== Problem ==
Your task is to return all of the entries below exactly, leaving out each picture.
___ Data for analysis ___
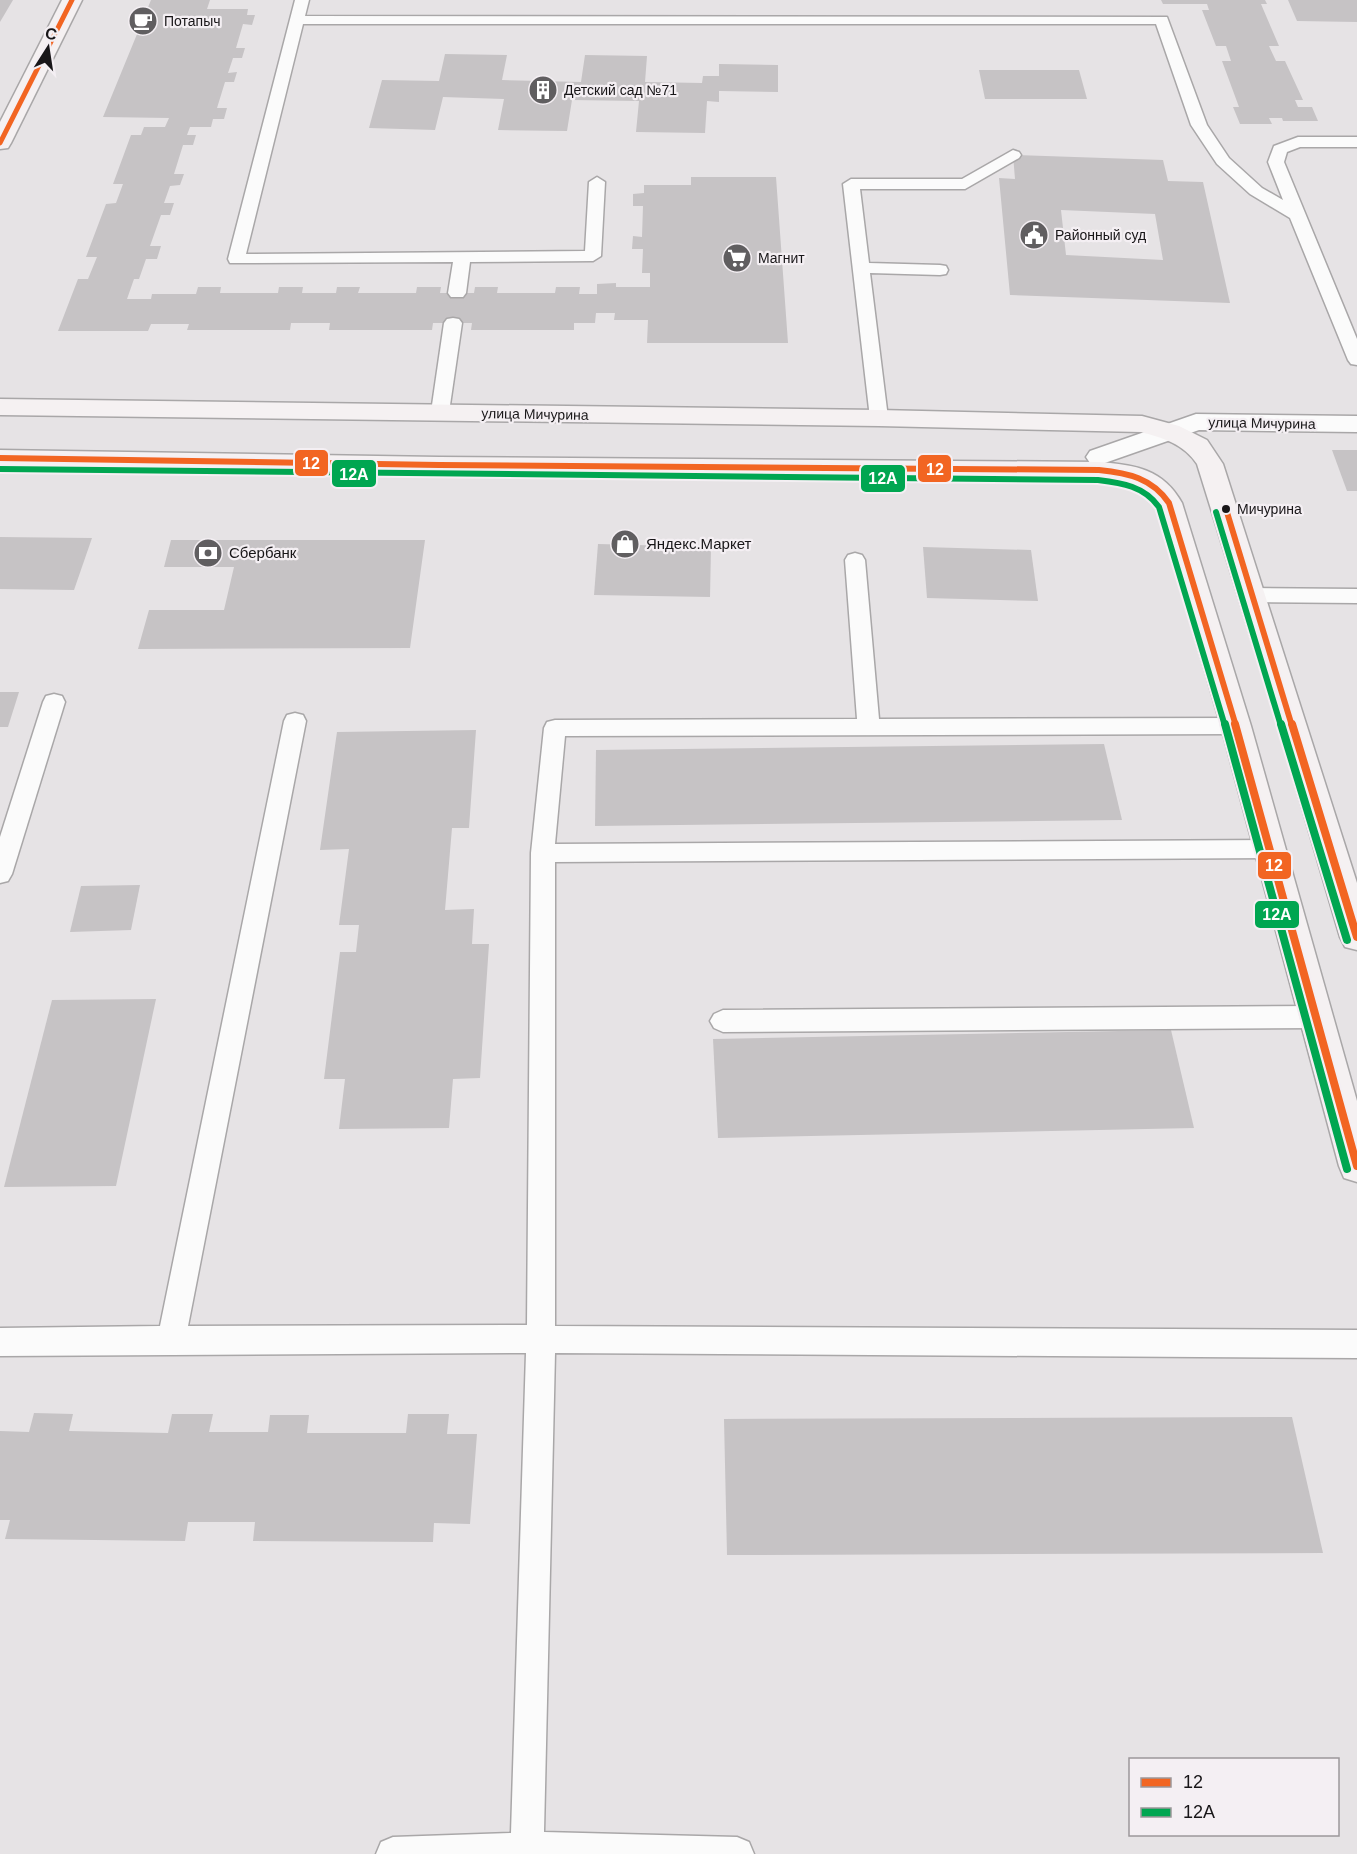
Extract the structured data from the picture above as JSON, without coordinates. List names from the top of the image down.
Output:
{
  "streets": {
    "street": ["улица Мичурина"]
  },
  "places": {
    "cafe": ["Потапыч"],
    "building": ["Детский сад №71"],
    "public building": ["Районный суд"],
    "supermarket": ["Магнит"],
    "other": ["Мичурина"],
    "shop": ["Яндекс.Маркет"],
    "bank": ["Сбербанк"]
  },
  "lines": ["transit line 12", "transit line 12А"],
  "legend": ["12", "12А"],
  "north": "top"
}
___
== Answer box ==
Extract the structured data from the picture above as JSON, without coordinates. List names from the top of the image down.
Output:
{
  "streets": {
    "street": ["улица Мичурина"]
  },
  "places": {
    "cafe": ["Потапыч"],
    "building": ["Детский сад №71"],
    "public building": ["Районный суд"],
    "supermarket": ["Магнит"],
    "other": ["Мичурина"],
    "shop": ["Яндекс.Маркет"],
    "bank": ["Сбербанк"]
  },
  "lines": ["transit line 12", "transit line 12А"],
  "legend": ["12", "12А"],
  "north": "top"
}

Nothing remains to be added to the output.